• Prompt
Your response should consist of the records, reproduced exactly.

• The records
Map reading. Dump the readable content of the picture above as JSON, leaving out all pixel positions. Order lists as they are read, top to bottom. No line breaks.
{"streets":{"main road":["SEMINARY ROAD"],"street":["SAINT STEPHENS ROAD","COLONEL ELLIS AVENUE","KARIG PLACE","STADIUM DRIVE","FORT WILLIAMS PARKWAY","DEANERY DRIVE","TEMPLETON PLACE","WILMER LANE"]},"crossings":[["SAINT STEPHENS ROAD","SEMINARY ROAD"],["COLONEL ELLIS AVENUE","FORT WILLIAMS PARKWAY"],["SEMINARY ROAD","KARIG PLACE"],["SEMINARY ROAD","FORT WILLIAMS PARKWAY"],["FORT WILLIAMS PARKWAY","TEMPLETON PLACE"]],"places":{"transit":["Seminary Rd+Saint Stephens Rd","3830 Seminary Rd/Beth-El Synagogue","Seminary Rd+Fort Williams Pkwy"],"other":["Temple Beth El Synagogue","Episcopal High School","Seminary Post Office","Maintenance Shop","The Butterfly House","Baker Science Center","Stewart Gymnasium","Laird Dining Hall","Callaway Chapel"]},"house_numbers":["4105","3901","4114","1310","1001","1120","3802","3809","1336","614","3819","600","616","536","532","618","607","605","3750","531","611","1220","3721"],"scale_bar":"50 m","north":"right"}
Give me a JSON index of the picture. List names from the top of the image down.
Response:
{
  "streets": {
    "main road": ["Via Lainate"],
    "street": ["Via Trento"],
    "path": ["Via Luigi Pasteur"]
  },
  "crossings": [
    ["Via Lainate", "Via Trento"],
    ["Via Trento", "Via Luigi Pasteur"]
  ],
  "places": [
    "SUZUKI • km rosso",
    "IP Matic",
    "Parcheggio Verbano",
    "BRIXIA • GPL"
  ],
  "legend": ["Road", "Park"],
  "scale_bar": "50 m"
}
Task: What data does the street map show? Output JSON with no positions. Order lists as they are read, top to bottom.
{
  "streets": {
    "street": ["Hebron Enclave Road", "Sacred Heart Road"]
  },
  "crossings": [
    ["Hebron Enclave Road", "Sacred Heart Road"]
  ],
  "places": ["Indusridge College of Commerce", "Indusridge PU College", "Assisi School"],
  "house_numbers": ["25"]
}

• Expected answer
Map reading. Dump the readable content of the picture above as JSON, leaving out all pixel positions. Order lists as they are read, top to bottom. No line breaks.
{"streets":{"main road":["SEMINARY ROAD"],"street":["SAINT STEPHENS ROAD","COLONEL ELLIS AVENUE","KARIG PLACE","STADIUM DRIVE","FORT WILLIAMS PARKWAY","DEANERY DRIVE","TEMPLETON PLACE","WILMER LANE"]},"crossings":[["SAINT STEPHENS ROAD","SEMINARY ROAD"],["COLONEL ELLIS AVENUE","FORT WILLIAMS PARKWAY"],["SEMINARY ROAD","KARIG PLACE"],["SEMINARY ROAD","FORT WILLIAMS PARKWAY"],["FORT WILLIAMS PARKWAY","TEMPLETON PLACE"]],"places":{"transit":["Seminary Rd+Saint Stephens Rd","3830 Seminary Rd/Beth-El Synagogue","Seminary Rd+Fort Williams Pkwy"],"other":["Temple Beth El Synagogue","Episcopal High School","Seminary Post Office","Maintenance Shop","The Butterfly House","Baker Science Center","Stewart Gymnasium","Laird Dining Hall","Callaway Chapel"]},"house_numbers":["4105","3901","4114","1310","1001","1120","3802","3809","1336","614","3819","600","616","536","532","618","607","605","3750","531","611","1220","3721"],"scale_bar":"50 m","north":"right"}
Give me a JSON index of the picture. List names from the top of the image down.
Response:
{
  "streets": {
    "main road": ["Via Lainate"],
    "street": ["Via Trento"],
    "path": ["Via Luigi Pasteur"]
  },
  "crossings": [
    ["Via Lainate", "Via Trento"],
    ["Via Trento", "Via Luigi Pasteur"]
  ],
  "places": [
    "SUZUKI • km rosso",
    "IP Matic",
    "Parcheggio Verbano",
    "BRIXIA • GPL"
  ],
  "legend": ["Road", "Park"],
  "scale_bar": "50 m"
}
Task: What data does the street map show? Output JSON with no positions. Order lists as they are read, top to bottom.
{
  "streets": {
    "street": ["Hebron Enclave Road", "Sacred Heart Road"]
  },
  "crossings": [
    ["Hebron Enclave Road", "Sacred Heart Road"]
  ],
  "places": ["Indusridge College of Commerce", "Indusridge PU College", "Assisi School"],
  "house_numbers": ["25"]
}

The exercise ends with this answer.